2.4. Gas chromatography with electron capture detection
Quantification was done on a Agilent 6890 gas chromatograph (Agilent, Wilmington, DE, USA) with a micro-cell electron capture detector (ECD) equipped with a CP-Sil 5CB fused silica capillary column (7 m, 0.32 mm ID, 0.25 µm phase thickness, Chrompack, Middelburg, the Netherlands). The temperature program was 90 °C (1 min), 30 °C/min to 180 °C, 8 °C/min to 270 °C, isothermal for 15 min. A Chromeleon chromatography data system (Gynkotek HPLC, Munich, Germany) was used for collection of chromatographic data. The chromatographic data was interpreted using multivariate methods as described below. The chromatographic data was also
interpreted by traditional visual inspection of the chromatograms and quantified using total CP peak area and external standard calibration. In order to check the linearity between concentration and the ECD response for the different CPs used in this study, calibration curves based on integration of the total peak area (electronic supplement Figure S1 main panel) were prepared.
2.5. Processing of chromatographic data and multivariate analysis
Before the multivariate analysis, the chromatographic data were processed using the auxiliary programme ChromPro (BioTriMark, Uppsala, Sweden). The main steps were; noise reduction (Lee et al., 1991), baseline definition and subtraction, adjustment of retention times using a simplex procedure and finally data reduction (Andersson and Hämäläinen, 1994).

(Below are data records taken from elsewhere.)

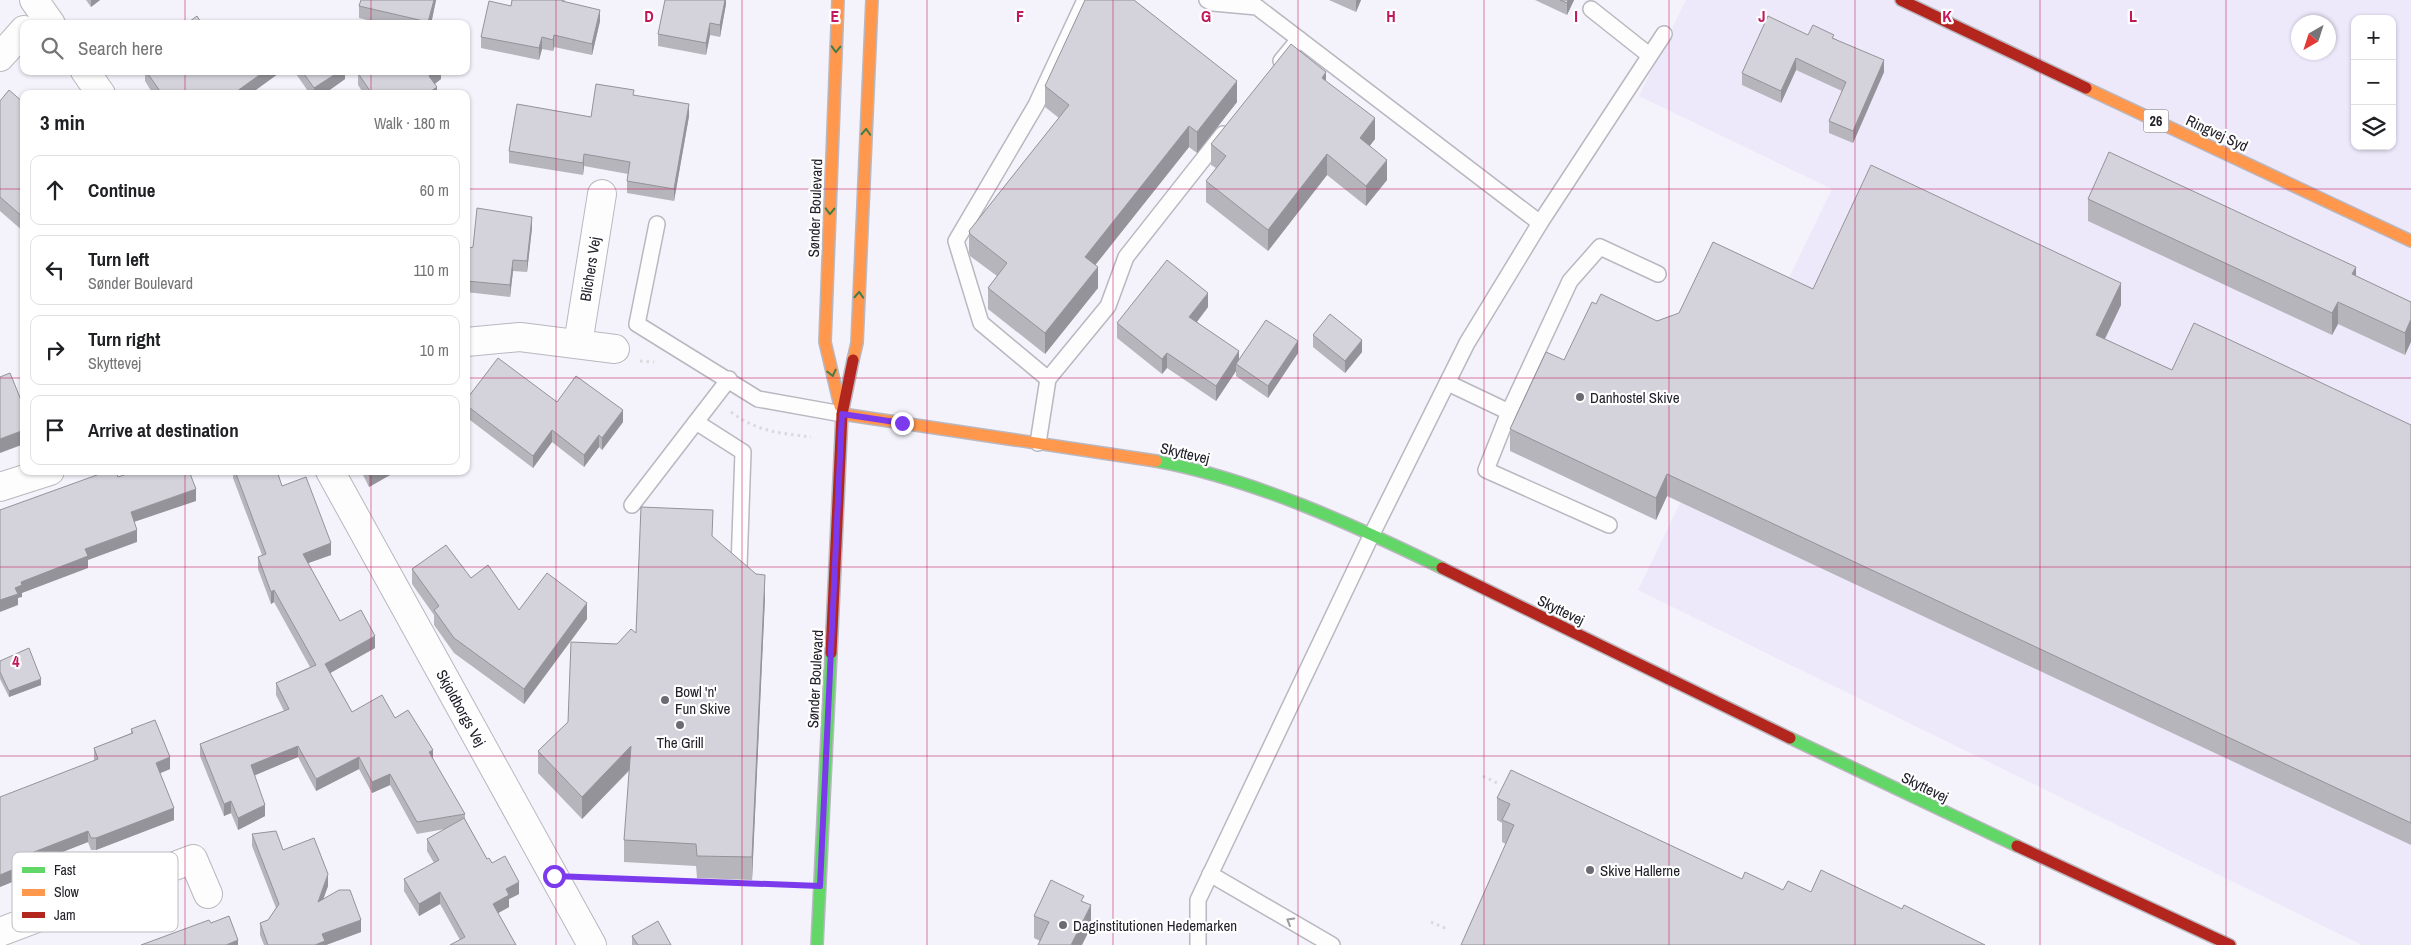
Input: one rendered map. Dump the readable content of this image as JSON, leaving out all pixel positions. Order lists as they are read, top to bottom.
{
  "streets": {
    "street": [
      "26",
      "Ringvej Syd",
      "Sønder Boulevard",
      "Blichers Vej",
      "Skyttevej",
      "Skjoldborgs Vej"
    ]
  },
  "crossings": [
    ["Sønder Boulevard", "Skyttevej"]
  ],
  "places": [
    "Danhostel Skive",
    "Bowl 'n' Fun Skive",
    "The Grill",
    "Skive Hallerne",
    "Daginstitutionen Hedemarken"
  ],
  "legend": ["Fast", "Slow", "Jam"],
  "north": "bottom left",
  "page": {
    "map_buttons": ["+", "−"],
    "search": "Search here",
    "heading": ["3 min", "Walk · 180 m"],
    "list": [
      ["Continue", "60 m"],
      ["Turn left", "Sønder Boulevard", "110 m"],
      ["Turn right", "Skyttevej", "10 m"],
      "Arrive at destination"
    ]
  },
  "grid": {
    "columns": [
      "D",
      "E",
      "F",
      "G",
      "H",
      "I",
      "J",
      "K",
      "L"
    ],
    "rows": ["4"]
  }
}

The retention time span containing the CPs in the standards was selected from the chromatograms and the base-line defined manually (see electronic supplement, the inset in Figure S1 for an example). The noise reduction level was set to 5, the most restrictive. The baseline was defined with input values ~6 and then if
necessary modified so the total chromatographic pattern of CP was one peak. Since the CP-peak includes sub-areas (sections) which are baseline, smaller variations or noise, they were reduced into areas which contain systematic variation only (Andersson and Hämäläinen, 1994).

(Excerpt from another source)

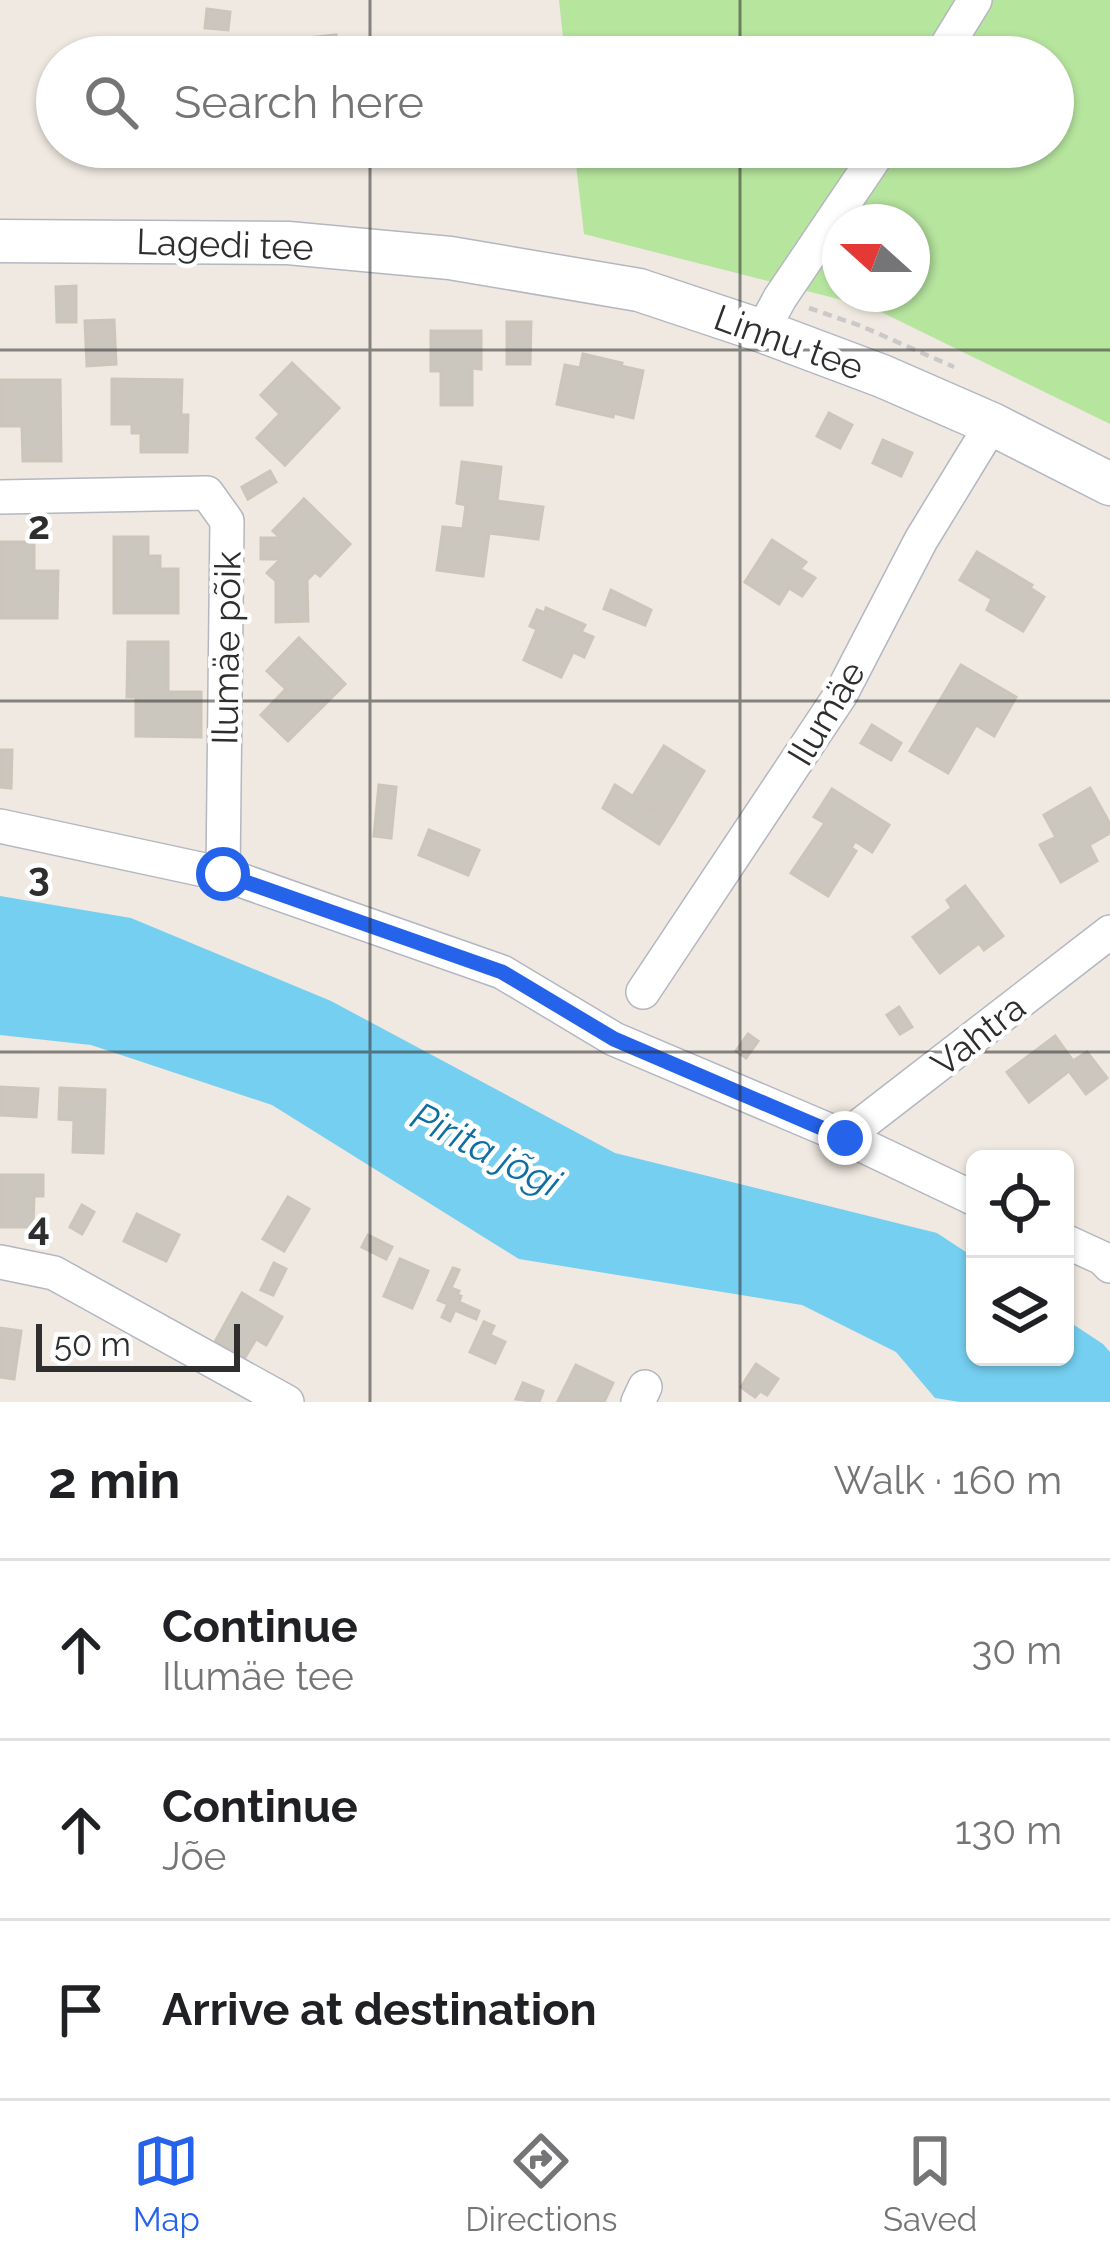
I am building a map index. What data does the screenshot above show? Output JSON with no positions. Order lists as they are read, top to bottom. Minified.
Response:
{"streets":{"street":["Lagedi tee","Linnu tee","Ilumäe põik","Ilumäe","Vahtra"]},"crossings":[["Lagedi tee","Linnu tee"],["Linnu tee","Ilumäe"]],"water":["Pirita jõgi"],"scale_bar":"50 m","north":"left","page":{"search":"Search here","scale":"50 m","heading":["2 min","Walk · 160 m"],"list":[["Continue","Ilumäe tee","30 m"],["Continue","Jõe","130 m"],"Arrive at destination"],"nav":["Map","Directions","Saved"]},"grid":{"rows":["2","3","4"]}}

The processed chromatographic data were exported to the Unscrambler software (CAMO, Oslo, Norway) for multivariate analysis. In the multivariate data matrix, the data points in chromatograms constitute the variables (x) and the standards and samples the object (y). Latent variable projection methods, principal component analysis (PCA) and partial least square regression (PLSR) where used for the qualitative and
quantitative interpretation of the chromatographic profiles. PLSR was selected as regression method as it provides robust quantitative results (Thomas and Haaland, 1990) by balancing the x- and y-information and therefore reduces irrelevant x-variation in the calibration model (Martens and Naes, 1989). Both PCA and PLSR models were based on full cross validation as the most efficient way of utilizing the objects (CAMO, 1996). In order to give all variables the same variance, the data were weighed using the weighting standardization option (1/SDev). Regression models were built using the
standard solutions for each technical CP, in order to predict the concentrations of CPs in the waste samples. The root mean square error of prediction (RMSEP), a value
expressing the uncertainty that can be expected when predicting concentrations using the regression models was calculated for each model. To investigate if it was possible to increase the performance of the projection methods, variables corresponding to
interferences in the waste sample extracts were excluded from the data matrix manually before the multivariate analysis. The interferences were identified as all sharp peaks superimposed on the broad CP signal. The samples in the three sample groups contained different interferences why different variables had to be excluded from the individual group. The resulting data matrices for the three sample groups WA, WB and WC consisted of 336, 482, and 441 variables, respectively. We also investigated if the transformation method multiplicative scatter correction (MSC) made the data more suitable for multivariate analysis.
2.6. Quality assurance
The CP recovery was tested with fortified samples and varied between 70 and 90% depending on extraction and clean-up methods. The limit of quantification was set to the lowest standard concentration of each CP standard, which was also used as the limit of detection (Table 1). In addition, the final concentration of the samples extracts was in no case below the limit of quantification. To properly estimate the detection limit of each CP product in the samples is more complicated as it requires both qualitative and quantitative certainty and was not pursued further than to ensure that all processed data were >15 times above the estimated noise. The highest concentrations reported here may have been outside of the linearity of the method and should only be taken as indicative of very high concentrations. The waste samples were checked for the
presence of the surrogate and internal standards before these were selected. Procedural blanks were run with each batch of samples processed.
3. Results
Chromatograms of the CP standards are shown in the electronic supplement, Figure S2. Principal component analysis (PCA) describes the variation in the processed
chromatographic data of the CP standards well (Figure 1A). Most of the information or variation in the chromatographic data from the standard solutions was described by the first two principal components (PCs), which describe 66% and 24%, respectively. One PC describes variation related to the retention time/chromatographic pattern of the specific technical CP and the other variation related to concentration. In the PCA plot (Figure 1A) the CP standards appear in two main classes. A closer view of the variation between the individual CP standards within each main class is shown in Figures 1B-C. The linearity calculated from the integrated total peak areas for the different CPs was found to be well within the concentration range used in this study, with R2 of 0.972-0.997. The PLSR models for each of the CP standards describe a linear relationship between concentration and processed chromatographic data with R2 of 0.965-0.993, but unfortunately the models did not work for the waste samples (see below).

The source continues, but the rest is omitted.